- **EXERCISE DETAILS**: Work out the number of lines below containing the word "serif" and give nothing besides it.

- **RECORDS PROVIDED**:
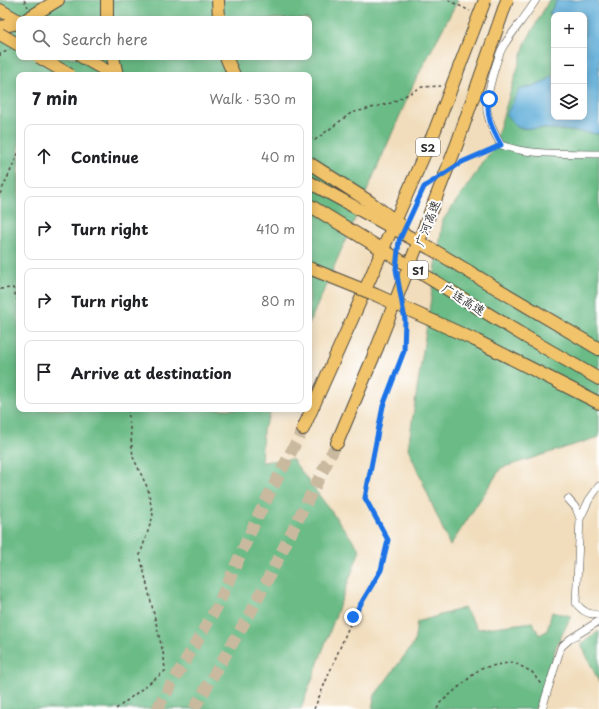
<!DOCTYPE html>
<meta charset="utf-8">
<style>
:root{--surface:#fff;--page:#f6f6f6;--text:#202124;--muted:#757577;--line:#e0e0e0}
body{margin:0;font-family:"Playpen Sans","LXGW WenKai TC",sans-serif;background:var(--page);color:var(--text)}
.controls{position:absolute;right:12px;top:12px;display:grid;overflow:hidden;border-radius:8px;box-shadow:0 2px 10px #0003}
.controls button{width:36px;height:36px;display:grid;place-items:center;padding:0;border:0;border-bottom:1px solid var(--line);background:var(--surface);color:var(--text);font:20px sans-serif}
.stop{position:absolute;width:12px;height:12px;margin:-9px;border:3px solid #1a73e8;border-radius:50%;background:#fff}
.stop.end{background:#1a73e8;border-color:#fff;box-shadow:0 1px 4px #0008}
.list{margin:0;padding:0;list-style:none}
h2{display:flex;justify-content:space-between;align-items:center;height:52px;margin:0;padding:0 16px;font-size:17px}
h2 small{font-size:13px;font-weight:400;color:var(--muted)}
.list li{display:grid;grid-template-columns:26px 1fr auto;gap:12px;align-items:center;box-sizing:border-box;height:64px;margin:0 8px 8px;padding:0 8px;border:1px solid var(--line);border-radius:8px}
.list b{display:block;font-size:15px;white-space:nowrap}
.list em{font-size:13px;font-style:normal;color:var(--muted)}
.icon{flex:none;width:22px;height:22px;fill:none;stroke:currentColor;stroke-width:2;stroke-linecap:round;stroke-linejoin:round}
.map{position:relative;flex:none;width:599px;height:709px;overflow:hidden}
.search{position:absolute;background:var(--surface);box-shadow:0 2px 10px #0003;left:16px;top:16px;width:296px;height:44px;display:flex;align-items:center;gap:10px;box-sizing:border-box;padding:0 14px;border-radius:8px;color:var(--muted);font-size:15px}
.panel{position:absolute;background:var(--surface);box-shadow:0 2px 10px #0003;left:16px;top:72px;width:296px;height:340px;border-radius:8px}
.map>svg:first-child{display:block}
</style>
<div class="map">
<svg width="599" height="709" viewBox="0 0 599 709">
<rect width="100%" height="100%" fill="#fff"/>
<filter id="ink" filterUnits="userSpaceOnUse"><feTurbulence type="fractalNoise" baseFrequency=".025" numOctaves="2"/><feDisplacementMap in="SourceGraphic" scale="8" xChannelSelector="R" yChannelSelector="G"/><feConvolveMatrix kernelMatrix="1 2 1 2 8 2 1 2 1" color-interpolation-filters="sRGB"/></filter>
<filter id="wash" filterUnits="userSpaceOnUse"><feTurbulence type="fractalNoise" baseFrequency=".012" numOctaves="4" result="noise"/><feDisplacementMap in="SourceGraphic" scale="16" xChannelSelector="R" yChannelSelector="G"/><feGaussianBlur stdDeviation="0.9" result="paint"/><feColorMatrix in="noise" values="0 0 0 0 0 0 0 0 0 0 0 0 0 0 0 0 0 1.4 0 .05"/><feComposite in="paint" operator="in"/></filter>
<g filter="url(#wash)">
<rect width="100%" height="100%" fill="#f1ddbc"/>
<path fill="#6bbb86" stroke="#4b7358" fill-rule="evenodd" d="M0 0H458L414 83 309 324V75H19V409H272L263 430 261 462 292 459 360 550 301 709H0ZM19 19H309V57H19Z
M549 0H557L549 14 554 23V75L543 83 519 90V128L554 129 599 134V437L501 468 450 546 408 448 443 220 493 149 525 44Z
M464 608 478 629 533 622 539 635 547 631 552 612 571 616 556 647 539 703 535 709H372L375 695 414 643 417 622Z
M599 631V682L581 644Z"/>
<path fill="#5dacd7" stroke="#446c81" d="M557 0H599V134L554 129 518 128 506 115 519 90 543 83 554 75V117H584V15H554V23L549 14Z"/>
</g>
<g filter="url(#ink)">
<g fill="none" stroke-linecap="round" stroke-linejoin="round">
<path stroke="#c9b99f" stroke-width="12" stroke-dasharray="12 6" stroke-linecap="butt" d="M157 709 217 607 256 520 303 429
M194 709 253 608 337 443"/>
<defs>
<path id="street" d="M536 0C526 16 514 30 504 45 497 56 485 99 487 111 489 123 495 135 501 145 531 156 567 153 599 154
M568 499 576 508 580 519 576 603C583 612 588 614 599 615
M580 519 589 500 599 486
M542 709 561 647 570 639 599 621"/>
<path id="highway" d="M218 0 219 19
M0 10 19 21
M27 19 58 0
M107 19V0
M0 27 19 23
M82 57 114 75
M113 57 117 75
M226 57 234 75
M491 285 599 349
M526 337 599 379
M475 340 599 403
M303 429 365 290
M337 443 377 348"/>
</defs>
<use href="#street" stroke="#494641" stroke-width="8"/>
<use href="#highway" stroke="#494641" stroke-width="14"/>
<path stroke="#494641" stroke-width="1.5" stroke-dasharray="3 3" stroke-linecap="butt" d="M24 0 28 7
M448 0 470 11
M0 56V54L10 50
M309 138 315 140 351 113 391 103 422 87 441 86
M461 163 496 148
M0 194 19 152
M409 220 424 187 431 183
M0 289 13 288 19 305
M116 709 165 671 164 657 140 555 153 516 148 489 133 457 128 409
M314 709 353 617 381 570 388 540 365 498 383 406 404 351 405 319
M437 709 440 703 481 668 513 662 532 672 542 686"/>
<use href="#street" stroke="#fff" stroke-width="7"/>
<use href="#highway" stroke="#f1c36a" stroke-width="12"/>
<defs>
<path id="highway-bridge" d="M0 34 19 45
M39 57 70 75
M309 163 370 202 401 225
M309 182 435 251 491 285
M309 205 526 337
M309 268 376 295 475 340
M365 290 435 130 485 0
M377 348 457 144 507 0"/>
</defs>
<use href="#highway-bridge" stroke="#494641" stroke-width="14" stroke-linecap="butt"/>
<use href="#highway-bridge" stroke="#f1c36a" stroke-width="12"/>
</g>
</g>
<g fill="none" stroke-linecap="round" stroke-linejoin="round" filter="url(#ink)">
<path stroke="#1a73e8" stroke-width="5" d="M353 617 381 570 388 540 365 498 383 406 404 351 405 320 396 269 399 241 424 187 462 162 501 145C493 130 485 116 489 99"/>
</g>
<g text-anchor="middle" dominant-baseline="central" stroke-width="4" stroke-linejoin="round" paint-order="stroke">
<g fill="#fff" stroke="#6b6b6b" stroke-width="1">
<rect x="416" y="138" width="24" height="18" rx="3"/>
<rect x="408" y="261" width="20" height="18" rx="3"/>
</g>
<g font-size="11" font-weight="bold" fill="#2b2b2b">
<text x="428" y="147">S2</text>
<text x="418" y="270">S1</text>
</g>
<g font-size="12" fill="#2b2b2b" stroke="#fff">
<text transform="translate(427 223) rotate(-69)">广河高速</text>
<text transform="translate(464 299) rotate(32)">广连高速</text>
</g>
</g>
</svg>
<div class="controls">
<button>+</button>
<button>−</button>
<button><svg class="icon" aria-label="layers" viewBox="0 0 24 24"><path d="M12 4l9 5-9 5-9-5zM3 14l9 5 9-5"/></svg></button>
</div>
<div class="stop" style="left:489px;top:99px"></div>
<div class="stop end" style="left:353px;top:617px"></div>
<div class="search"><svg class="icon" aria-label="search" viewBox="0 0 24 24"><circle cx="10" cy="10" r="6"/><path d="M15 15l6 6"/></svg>Search here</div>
<section class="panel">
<h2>7 min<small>Walk · 530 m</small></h2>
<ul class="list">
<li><svg class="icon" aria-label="ahead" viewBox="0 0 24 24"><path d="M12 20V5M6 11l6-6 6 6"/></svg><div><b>Continue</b></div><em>40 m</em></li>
<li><svg class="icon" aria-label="right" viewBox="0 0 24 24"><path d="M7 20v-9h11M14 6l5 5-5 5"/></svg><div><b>Turn right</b></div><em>410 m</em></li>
<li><svg class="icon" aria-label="right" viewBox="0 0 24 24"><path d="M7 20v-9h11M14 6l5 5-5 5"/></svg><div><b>Turn right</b></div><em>80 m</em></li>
<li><svg class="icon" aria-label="arrive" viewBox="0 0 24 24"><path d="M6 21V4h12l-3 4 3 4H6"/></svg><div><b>Arrive at destination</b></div></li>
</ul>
</section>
</div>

- **ANSWER TO THIS PROBLEM**: 2